His cruel words bring me no comfort or motivation to move on but instead holds me back and prevents me from becoming a better person for it. Causes me to question myself as a person. I cry at least every other day because of the pain he caused, among other things that just seem to keep falling apart more and more since he walked out of my life and you know what?

I envy my happiness during my time with him

I envy the joy that I felt during those 9 months and I miss the stress free environment of which he provided because he always knew how to put me at ease, always knew how to make me smile.

More than anything in the world I would love to go back to that time and just soak up all the happiness I felt during that period because I have none left as of two months ago when I removed him from my life.

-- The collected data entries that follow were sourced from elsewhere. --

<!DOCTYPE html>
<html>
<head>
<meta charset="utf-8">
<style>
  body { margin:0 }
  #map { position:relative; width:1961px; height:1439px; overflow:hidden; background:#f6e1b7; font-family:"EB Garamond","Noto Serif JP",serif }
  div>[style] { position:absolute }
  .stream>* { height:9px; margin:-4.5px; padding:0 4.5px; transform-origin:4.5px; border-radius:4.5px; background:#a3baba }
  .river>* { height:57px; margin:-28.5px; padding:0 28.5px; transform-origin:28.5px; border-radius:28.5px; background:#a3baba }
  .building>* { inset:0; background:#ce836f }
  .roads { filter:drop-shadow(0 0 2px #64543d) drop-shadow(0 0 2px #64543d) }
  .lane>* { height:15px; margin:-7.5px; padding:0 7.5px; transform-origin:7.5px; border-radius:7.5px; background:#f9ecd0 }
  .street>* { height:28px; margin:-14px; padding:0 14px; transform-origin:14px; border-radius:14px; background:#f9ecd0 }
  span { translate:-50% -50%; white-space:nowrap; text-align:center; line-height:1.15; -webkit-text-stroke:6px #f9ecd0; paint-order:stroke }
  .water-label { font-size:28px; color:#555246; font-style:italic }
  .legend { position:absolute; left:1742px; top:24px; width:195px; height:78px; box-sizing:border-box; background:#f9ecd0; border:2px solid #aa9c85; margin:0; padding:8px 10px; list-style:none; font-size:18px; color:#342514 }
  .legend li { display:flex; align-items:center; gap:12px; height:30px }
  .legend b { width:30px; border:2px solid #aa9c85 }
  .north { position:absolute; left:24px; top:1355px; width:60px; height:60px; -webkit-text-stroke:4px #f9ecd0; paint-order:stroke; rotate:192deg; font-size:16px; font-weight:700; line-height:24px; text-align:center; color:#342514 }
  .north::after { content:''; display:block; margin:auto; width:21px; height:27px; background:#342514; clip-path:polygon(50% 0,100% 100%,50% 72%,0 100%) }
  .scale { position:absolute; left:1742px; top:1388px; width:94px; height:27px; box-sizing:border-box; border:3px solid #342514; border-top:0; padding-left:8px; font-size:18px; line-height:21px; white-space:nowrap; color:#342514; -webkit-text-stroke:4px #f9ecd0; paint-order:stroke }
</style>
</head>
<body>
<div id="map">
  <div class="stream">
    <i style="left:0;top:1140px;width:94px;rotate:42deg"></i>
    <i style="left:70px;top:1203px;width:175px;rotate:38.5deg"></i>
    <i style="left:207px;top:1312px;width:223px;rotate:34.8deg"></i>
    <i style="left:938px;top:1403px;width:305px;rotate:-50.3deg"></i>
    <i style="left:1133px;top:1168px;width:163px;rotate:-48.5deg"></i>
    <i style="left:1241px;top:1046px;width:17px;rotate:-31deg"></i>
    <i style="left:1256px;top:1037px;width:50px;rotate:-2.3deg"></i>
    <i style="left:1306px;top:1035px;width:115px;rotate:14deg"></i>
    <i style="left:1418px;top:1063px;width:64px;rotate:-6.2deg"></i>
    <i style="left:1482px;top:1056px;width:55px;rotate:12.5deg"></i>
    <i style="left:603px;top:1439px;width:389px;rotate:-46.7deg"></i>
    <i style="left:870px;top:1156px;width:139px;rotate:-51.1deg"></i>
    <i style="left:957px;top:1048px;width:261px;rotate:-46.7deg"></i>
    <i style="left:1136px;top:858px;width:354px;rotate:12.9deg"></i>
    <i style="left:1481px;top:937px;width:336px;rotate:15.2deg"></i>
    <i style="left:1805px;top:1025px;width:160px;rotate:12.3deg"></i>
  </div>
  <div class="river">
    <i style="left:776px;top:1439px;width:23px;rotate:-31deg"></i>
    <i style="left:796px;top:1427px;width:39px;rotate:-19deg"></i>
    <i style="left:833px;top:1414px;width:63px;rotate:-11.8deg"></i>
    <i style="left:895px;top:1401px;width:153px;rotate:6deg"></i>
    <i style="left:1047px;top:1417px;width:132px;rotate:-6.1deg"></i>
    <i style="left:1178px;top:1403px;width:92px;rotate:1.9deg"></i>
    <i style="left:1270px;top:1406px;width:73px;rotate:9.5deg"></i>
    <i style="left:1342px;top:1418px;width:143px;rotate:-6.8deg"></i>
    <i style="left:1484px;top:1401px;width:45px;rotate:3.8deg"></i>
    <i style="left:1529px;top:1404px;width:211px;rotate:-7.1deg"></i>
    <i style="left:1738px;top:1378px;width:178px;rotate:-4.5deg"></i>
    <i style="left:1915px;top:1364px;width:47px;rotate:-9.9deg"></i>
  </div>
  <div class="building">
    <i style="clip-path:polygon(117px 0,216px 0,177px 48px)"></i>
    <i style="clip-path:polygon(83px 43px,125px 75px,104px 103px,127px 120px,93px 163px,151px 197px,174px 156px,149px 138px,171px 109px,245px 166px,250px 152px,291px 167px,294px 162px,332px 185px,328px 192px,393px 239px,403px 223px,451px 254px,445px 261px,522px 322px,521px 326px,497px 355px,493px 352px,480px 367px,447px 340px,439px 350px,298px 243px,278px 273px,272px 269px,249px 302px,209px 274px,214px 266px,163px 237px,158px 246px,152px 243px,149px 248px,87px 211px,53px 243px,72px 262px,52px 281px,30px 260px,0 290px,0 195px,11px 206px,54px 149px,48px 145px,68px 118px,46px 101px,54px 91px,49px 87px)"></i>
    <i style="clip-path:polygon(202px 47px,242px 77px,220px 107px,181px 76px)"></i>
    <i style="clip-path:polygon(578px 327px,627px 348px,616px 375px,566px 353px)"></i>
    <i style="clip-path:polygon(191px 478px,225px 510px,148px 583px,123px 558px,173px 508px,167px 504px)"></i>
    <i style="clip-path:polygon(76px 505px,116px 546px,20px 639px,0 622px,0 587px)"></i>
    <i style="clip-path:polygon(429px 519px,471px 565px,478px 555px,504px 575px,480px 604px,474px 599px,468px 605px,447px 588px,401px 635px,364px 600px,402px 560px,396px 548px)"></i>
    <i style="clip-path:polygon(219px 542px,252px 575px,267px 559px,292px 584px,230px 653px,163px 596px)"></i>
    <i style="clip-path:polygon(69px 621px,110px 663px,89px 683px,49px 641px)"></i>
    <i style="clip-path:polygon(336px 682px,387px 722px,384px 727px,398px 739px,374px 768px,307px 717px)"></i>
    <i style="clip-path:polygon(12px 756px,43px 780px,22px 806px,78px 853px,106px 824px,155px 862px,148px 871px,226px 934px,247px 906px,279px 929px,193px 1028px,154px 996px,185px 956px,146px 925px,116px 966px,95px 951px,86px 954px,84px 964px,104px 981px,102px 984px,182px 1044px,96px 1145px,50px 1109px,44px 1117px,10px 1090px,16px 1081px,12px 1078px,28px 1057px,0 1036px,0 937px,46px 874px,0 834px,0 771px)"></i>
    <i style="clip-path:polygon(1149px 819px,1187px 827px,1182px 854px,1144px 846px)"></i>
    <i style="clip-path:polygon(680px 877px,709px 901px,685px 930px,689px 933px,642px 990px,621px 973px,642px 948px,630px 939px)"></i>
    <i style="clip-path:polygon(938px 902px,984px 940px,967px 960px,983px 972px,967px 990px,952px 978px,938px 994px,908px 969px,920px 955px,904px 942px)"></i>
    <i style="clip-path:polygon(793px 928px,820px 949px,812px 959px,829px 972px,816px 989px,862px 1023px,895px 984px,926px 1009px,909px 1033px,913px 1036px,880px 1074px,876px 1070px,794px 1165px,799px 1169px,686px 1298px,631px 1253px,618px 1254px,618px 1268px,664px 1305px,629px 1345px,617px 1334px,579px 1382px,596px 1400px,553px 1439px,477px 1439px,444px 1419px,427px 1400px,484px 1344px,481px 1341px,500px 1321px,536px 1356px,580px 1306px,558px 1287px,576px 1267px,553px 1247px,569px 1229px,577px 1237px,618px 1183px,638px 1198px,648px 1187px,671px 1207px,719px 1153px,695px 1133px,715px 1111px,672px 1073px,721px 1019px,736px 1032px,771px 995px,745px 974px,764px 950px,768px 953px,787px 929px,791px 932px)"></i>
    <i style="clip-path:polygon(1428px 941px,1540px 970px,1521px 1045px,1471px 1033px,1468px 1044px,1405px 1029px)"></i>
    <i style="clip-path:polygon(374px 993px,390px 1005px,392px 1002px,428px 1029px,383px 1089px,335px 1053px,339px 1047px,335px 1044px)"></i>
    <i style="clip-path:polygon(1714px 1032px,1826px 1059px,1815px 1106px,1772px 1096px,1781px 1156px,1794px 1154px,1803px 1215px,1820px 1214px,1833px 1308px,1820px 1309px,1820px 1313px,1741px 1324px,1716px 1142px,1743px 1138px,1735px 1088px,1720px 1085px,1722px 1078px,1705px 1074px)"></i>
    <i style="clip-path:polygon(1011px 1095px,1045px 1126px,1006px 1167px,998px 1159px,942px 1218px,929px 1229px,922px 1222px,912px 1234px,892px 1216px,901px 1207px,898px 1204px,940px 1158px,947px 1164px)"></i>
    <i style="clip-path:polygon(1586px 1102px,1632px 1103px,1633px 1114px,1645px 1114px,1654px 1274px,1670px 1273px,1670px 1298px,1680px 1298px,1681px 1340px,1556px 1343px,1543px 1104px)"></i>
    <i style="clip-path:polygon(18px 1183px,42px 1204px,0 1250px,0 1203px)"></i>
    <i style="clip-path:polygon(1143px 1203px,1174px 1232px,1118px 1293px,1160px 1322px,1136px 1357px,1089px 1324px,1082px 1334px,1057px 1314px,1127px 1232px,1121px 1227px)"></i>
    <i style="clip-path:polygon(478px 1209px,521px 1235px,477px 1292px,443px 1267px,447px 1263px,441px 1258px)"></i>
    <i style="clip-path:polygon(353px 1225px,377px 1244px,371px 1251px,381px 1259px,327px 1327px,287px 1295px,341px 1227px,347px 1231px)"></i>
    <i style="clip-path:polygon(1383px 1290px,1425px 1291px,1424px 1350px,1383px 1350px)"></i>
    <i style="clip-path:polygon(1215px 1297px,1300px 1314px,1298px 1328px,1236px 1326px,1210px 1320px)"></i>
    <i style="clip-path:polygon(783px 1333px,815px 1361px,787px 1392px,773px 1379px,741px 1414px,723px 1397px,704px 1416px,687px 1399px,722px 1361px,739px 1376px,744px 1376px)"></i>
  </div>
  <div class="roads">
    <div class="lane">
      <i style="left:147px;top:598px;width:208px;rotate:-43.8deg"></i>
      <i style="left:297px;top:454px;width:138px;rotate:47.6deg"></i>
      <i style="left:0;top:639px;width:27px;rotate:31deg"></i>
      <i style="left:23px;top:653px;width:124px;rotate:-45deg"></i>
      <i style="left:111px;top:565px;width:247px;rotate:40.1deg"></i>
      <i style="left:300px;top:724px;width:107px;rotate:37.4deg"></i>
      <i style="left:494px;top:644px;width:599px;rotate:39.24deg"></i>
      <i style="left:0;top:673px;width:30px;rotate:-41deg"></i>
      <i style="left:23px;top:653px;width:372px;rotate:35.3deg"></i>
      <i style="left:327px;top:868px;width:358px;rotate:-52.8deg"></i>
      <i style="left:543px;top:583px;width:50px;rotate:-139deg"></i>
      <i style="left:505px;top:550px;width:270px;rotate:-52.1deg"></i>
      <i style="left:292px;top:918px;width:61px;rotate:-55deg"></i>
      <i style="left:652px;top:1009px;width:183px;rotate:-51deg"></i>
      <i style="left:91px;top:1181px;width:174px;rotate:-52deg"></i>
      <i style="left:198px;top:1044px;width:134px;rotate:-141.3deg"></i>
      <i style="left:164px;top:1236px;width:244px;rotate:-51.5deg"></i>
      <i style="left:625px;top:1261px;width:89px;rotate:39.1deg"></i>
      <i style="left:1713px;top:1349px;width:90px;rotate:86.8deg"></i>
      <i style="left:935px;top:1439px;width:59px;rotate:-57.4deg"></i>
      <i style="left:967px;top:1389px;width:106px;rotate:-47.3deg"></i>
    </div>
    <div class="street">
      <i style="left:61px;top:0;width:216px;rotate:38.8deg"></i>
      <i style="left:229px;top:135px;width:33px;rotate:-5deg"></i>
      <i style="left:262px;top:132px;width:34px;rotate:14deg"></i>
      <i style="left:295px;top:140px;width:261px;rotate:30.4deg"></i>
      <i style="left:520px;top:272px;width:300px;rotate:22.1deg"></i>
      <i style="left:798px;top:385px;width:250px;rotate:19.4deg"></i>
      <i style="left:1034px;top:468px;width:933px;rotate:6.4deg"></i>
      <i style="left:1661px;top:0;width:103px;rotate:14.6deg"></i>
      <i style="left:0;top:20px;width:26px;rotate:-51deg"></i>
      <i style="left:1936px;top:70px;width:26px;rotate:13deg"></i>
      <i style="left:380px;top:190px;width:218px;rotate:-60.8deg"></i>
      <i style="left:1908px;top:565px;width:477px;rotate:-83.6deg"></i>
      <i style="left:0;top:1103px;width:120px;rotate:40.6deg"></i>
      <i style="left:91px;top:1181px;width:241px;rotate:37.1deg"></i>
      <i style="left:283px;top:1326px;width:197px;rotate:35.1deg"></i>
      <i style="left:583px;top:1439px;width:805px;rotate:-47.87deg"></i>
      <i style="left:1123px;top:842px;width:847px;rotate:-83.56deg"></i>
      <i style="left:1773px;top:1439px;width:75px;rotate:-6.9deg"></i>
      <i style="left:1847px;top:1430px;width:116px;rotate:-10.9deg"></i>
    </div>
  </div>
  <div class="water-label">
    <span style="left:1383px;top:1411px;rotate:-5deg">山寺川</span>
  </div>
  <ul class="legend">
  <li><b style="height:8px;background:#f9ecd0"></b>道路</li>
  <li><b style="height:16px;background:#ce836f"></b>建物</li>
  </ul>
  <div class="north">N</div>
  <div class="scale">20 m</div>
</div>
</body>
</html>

I just want to love someone. I just want to love someone with all I have in me and feel the sweet ecstasy of having them love me back with everything they have in them.

I guess that's it for now.

Until the pain is too much to bare, again, I hope you all are doing better than me right now.

Just think, one day I will be completely over him and wont need to turn to you guys for relief.

I long for that day yet also fear it.

-Yumi(Rukia)


P.S: Ranting about it does make the pain go away, even if it's just for a little while. I am glad you take the time to review. It makes me smile to no extent and I'm so grateful to you all for that.